- Born: 4 October 2010 (age 15) Sofia

Gymnastics career
- Discipline: Rhythmic gymnastics
- Country represented: Bulgaria (2023-)
- Club: Levski
- Medal record
Rhythmic Gymnastics
Representing Bulgaria
Junior World Championships
| Gold medal – first place | 2025 Sofia | Team |
| Gold medal – first place | 2025 Sofia | All-around |
| Gold medal – first place | 2025 Sofia | 5 Hoops |
| Bronze medal – third place | 2025 Sofia | 10 Clubs |
European Cup
| Gold medal – first place | 2025 Baku | Junior Group All-Around |
| Gold medal – first place | 2025 Baku | 5 Hoops |
| Gold medal – first place | 2025 Baku | 10 Clubs |
| Gold medal – first place | 2025 Burgas | Junior Group All-Around |
| Gold medal – first place | 2025 Burgas | 5 Hoops |
| Gold medal – first place | 2025 Burgas | 10 Clubs |
Junior European Championships
| Bronze medal – third place | 2025 Tallinn | 10 Clubs |

= Anania Dimitrova =

Bulgarian rhythmic gymnast

Anania Dimitrova (Анания Димитрова, born 4 October 2010) is a Bulgarian rhythmic gymnast. She represents Bulgaria in international competitions.

== Career ==
In May 2022 Dimitrova won the national title with ribbon. In 2023 she, Mia Alexandrova, Arina Shvets, Danaya Atanasova, Ivon Boshkilova, Radina Stoyanova, Plamena Petrova, Antonia Marinova, Eleonora Ivanova and Eva Emilova won bronze in the national club championships as part of Iliana. In October she entered the national team of Bulgaria. Later she won bronze with club at the Aura Cup in Zagreb.

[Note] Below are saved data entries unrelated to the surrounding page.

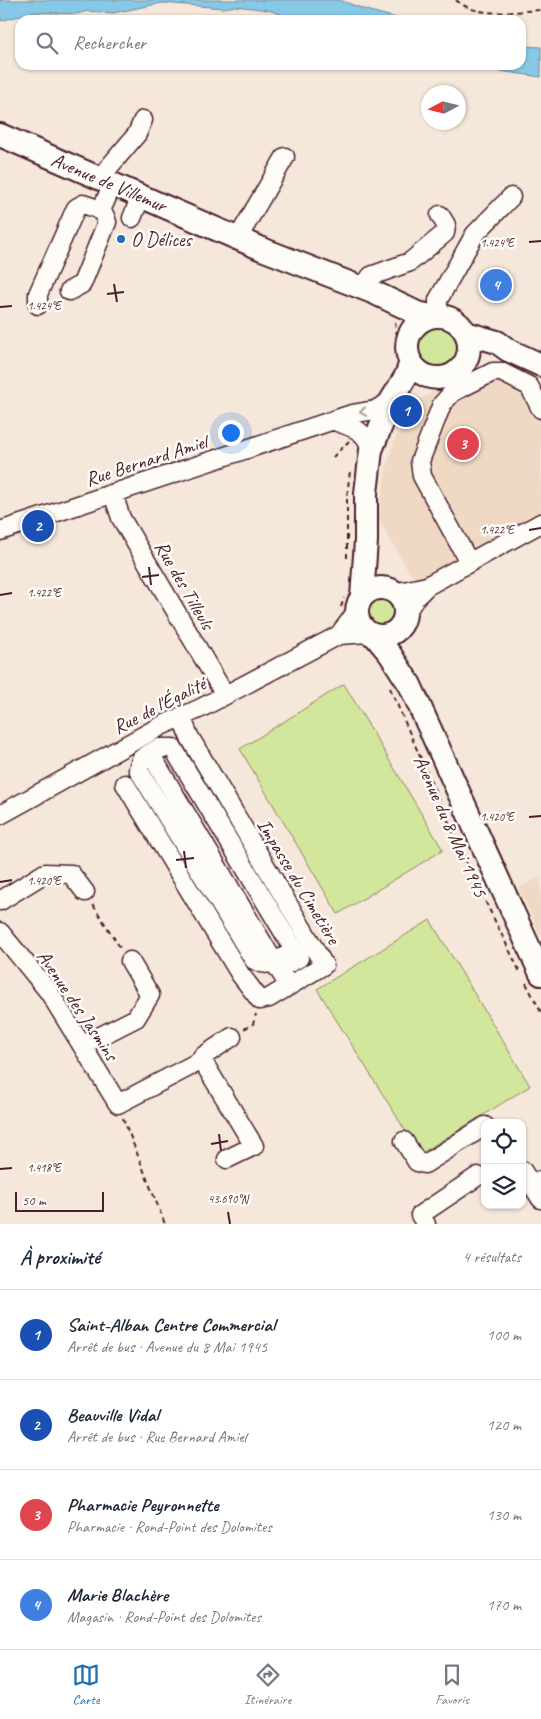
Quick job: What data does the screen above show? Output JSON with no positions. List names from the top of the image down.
{
  "streets": {
    "main road": ["Avenue de Villemur", "Avenue du 8 Mai 1945"],
    "street": [
      "Rue Bernard Amiel",
      "Rue des Tilleuls",
      "Rue de l'Égalité",
      "Impasse du Cimetière",
      "Avenue des Jasmins"
    ]
  },
  "crossings": [
    ["Rue Bernard Amiel", "Rue des Tilleuls"],
    ["Rue des Tilleuls", "Rue de l'Égalité"],
    ["Rue de l'Égalité", "Avenue du 8 Mai 1945"],
    ["Rue de l'Égalité", "Impasse du Cimetière"]
  ],
  "places": ["O Délices"],
  "scale_bar": "50 m",
  "north": "left",
  "page": {
    "search": "Rechercher",
    "pins": [
      "4",
      "1",
      "3",
      "2"
    ],
    "scale": "50 m",
    "heading": ["À proximité", "4 résultats"],
    "list": [
      {
        "mark": "1",
        "name": "Saint-Alban Centre Commercial",
        "note": "Arrêt de bus · Avenue du 8 Mai 1945",
        "value": "100 m"
      },
      {
        "mark": "2",
        "name": "Beauville Vidal",
        "note": "Arrêt de bus · Rue Bernard Amiel",
        "value": "120 m"
      },
      {
        "mark": "3",
        "name": "Pharmacie Peyronnette",
        "note": "Pharmacie · Rond-Point des Dolomites",
        "value": "130 m"
      },
      {
        "mark": "4",
        "name": "Marie Blachère",
        "note": "Magasin · Rond-Point des Dolomites",
        "value": "170 m"
      }
    ],
    "nav": ["Carte", "Itinéraire", "Favoris"]
  },
  "coordinates": [
    "1.424°E",
    "1.422°E",
    "1.420°E",
    "1.418°E",
    "43.690°N"
  ]
}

The following year she was selected for the national junior group. In 2025 she won silver overall and gold with 5 hoops at the Bosphorus Cup. Later the group won bronze in the All-Around and gold with 5 hoops at the Aphrodite Cup in Athens. At the Sofia Cup they won gold in the All-Around and with 5 hoops. Competing at the European Cup in Baku the group won all three gold medals. They repeated the same results in Burgas. In May she took part in the European Championships in Tallinn, where she helped the group win bronze with 10 clubs.